Answer with the number of lines in the listing below that contain the word "translate", and nothing else.

§ **SOURCE INFORMATION**:
*-*-*

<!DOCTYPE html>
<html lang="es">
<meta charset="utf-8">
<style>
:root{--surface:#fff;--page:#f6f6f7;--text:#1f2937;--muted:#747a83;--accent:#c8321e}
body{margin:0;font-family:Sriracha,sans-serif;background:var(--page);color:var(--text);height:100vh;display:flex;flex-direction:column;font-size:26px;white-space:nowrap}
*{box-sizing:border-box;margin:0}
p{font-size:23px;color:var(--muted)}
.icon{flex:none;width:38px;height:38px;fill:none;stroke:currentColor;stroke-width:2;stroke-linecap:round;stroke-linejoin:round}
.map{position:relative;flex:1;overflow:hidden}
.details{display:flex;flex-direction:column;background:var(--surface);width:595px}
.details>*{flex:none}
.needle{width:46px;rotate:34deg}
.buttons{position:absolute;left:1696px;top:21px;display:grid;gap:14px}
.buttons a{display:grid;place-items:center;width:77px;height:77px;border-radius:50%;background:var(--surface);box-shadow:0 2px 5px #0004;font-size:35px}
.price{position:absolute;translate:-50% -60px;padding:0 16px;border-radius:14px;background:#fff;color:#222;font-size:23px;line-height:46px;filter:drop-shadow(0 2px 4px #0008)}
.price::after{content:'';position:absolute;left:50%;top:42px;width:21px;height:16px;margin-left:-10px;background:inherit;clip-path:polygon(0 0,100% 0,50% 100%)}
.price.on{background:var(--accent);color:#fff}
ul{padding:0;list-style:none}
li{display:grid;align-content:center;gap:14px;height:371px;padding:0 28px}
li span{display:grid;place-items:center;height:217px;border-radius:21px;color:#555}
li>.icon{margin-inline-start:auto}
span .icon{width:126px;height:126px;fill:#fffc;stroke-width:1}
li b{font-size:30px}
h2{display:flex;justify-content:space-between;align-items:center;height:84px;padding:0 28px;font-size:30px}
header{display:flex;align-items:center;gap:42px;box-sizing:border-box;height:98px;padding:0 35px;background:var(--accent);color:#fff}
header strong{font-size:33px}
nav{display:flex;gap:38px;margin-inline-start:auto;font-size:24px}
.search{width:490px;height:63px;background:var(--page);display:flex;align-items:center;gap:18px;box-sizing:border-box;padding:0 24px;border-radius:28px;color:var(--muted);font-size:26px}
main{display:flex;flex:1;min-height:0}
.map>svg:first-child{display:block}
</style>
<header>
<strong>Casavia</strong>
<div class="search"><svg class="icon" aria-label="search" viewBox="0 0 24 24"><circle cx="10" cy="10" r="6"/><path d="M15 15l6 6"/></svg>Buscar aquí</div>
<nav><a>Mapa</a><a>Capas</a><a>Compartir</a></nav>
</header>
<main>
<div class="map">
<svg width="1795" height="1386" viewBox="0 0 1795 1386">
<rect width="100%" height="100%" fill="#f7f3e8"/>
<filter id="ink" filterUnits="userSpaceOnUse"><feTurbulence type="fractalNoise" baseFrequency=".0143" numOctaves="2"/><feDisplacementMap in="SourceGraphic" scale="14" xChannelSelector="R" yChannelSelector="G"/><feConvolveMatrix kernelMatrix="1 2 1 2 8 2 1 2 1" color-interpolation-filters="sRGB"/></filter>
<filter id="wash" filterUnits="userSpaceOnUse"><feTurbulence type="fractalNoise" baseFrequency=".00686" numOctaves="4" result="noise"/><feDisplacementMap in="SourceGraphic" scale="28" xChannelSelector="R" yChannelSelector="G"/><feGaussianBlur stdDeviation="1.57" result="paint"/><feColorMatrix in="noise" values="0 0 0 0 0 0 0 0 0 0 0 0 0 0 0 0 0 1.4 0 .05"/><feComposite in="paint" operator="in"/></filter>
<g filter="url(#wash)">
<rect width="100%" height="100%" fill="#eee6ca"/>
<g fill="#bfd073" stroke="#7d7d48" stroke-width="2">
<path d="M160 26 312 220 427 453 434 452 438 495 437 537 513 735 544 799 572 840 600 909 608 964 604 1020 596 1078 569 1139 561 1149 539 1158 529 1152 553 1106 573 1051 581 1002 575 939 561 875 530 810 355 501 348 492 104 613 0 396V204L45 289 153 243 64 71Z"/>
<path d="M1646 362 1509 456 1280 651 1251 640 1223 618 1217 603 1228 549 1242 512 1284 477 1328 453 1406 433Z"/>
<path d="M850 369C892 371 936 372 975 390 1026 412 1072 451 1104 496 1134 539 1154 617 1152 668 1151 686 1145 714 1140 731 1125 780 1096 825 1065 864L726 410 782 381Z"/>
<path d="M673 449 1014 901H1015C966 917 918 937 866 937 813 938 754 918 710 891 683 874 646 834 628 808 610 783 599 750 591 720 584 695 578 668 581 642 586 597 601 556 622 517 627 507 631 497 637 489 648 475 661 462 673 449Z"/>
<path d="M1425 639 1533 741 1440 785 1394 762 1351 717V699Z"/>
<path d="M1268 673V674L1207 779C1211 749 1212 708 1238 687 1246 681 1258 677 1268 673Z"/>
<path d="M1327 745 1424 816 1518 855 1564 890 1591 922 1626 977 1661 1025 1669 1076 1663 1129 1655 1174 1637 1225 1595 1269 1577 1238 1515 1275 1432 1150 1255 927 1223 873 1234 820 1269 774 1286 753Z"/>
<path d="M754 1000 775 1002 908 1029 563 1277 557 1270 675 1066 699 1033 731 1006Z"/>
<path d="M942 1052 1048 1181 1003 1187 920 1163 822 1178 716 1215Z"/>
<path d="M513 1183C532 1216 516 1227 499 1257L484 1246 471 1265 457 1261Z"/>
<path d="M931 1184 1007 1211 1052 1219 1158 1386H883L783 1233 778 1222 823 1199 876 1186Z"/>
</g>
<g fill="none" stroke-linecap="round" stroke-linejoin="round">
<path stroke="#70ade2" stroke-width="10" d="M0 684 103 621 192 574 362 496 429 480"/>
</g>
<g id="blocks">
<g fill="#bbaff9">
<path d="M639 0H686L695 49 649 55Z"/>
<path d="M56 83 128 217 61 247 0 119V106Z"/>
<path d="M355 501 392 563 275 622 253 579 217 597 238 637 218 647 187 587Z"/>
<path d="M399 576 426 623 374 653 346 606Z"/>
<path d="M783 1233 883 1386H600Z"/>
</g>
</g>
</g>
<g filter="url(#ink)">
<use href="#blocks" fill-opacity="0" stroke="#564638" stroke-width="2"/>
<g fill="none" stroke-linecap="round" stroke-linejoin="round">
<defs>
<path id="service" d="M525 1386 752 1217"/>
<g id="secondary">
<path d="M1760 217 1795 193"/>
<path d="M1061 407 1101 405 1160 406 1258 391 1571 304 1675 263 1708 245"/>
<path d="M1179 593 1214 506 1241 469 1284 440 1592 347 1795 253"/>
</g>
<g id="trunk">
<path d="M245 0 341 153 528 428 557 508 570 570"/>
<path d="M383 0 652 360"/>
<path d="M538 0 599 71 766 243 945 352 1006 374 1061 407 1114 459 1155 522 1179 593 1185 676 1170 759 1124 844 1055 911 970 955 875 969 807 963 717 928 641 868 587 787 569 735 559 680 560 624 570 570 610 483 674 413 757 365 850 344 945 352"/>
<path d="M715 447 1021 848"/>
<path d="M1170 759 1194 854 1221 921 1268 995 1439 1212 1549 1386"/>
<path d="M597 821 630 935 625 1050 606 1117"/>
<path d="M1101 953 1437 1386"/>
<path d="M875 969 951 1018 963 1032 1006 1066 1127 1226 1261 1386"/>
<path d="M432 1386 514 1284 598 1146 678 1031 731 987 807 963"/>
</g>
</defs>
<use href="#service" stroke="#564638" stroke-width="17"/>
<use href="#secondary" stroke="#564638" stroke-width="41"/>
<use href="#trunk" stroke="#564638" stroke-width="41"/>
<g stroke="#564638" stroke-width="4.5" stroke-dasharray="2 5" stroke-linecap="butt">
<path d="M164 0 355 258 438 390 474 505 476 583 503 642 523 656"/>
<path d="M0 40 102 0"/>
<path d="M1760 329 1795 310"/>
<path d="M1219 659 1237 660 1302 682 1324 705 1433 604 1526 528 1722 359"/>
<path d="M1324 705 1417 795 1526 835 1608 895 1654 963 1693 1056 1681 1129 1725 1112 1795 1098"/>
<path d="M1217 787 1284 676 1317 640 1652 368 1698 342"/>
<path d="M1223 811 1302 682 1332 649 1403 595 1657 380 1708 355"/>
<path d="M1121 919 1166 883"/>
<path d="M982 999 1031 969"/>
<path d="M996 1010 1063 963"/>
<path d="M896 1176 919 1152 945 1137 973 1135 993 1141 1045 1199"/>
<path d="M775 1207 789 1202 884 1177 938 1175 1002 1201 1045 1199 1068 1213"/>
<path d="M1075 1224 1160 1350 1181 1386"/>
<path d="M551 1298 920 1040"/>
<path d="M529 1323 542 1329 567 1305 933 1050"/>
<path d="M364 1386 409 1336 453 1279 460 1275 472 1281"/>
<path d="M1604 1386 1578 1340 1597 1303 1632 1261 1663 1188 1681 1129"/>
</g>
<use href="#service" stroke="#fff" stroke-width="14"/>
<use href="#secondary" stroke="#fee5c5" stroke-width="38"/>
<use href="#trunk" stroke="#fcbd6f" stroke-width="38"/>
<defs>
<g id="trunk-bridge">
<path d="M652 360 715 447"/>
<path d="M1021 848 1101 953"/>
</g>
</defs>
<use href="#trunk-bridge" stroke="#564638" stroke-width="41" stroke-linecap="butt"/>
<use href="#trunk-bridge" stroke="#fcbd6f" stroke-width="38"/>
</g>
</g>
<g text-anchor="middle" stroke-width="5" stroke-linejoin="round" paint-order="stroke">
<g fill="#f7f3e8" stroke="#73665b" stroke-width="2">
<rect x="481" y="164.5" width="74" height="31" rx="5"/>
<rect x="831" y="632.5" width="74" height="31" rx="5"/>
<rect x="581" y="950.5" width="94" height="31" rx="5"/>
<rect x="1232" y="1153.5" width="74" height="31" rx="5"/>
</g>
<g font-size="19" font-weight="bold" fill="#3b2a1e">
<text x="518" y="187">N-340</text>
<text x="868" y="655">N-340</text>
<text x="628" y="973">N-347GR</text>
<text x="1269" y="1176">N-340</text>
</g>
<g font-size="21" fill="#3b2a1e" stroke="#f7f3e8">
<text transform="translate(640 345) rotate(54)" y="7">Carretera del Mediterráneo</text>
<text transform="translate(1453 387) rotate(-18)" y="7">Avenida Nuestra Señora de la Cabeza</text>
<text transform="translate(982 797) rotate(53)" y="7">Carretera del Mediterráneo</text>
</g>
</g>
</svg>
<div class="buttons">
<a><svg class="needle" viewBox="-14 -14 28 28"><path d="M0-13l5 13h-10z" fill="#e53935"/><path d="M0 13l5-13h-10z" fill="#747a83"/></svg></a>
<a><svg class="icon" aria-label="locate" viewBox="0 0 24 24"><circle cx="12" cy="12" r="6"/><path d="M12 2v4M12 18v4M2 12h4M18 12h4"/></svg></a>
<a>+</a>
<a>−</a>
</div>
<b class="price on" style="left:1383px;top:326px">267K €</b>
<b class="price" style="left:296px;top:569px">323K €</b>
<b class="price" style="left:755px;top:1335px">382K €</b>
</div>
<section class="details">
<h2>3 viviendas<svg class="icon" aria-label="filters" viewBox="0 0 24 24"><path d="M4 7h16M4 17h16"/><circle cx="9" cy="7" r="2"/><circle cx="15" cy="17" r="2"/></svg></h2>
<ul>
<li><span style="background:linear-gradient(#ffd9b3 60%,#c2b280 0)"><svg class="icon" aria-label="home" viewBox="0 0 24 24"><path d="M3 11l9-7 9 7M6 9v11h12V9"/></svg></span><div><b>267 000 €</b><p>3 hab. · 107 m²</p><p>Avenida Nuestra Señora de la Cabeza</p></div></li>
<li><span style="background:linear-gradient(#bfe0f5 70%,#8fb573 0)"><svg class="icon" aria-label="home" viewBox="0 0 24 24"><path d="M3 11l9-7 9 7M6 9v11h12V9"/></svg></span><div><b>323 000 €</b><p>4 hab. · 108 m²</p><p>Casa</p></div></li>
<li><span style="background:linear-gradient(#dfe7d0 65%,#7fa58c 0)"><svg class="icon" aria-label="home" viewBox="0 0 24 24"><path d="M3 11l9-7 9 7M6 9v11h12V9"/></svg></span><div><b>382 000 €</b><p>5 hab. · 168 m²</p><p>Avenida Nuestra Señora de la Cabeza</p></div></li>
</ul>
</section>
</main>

*-*-*

§ **PROBLEM SOLUTION**:
4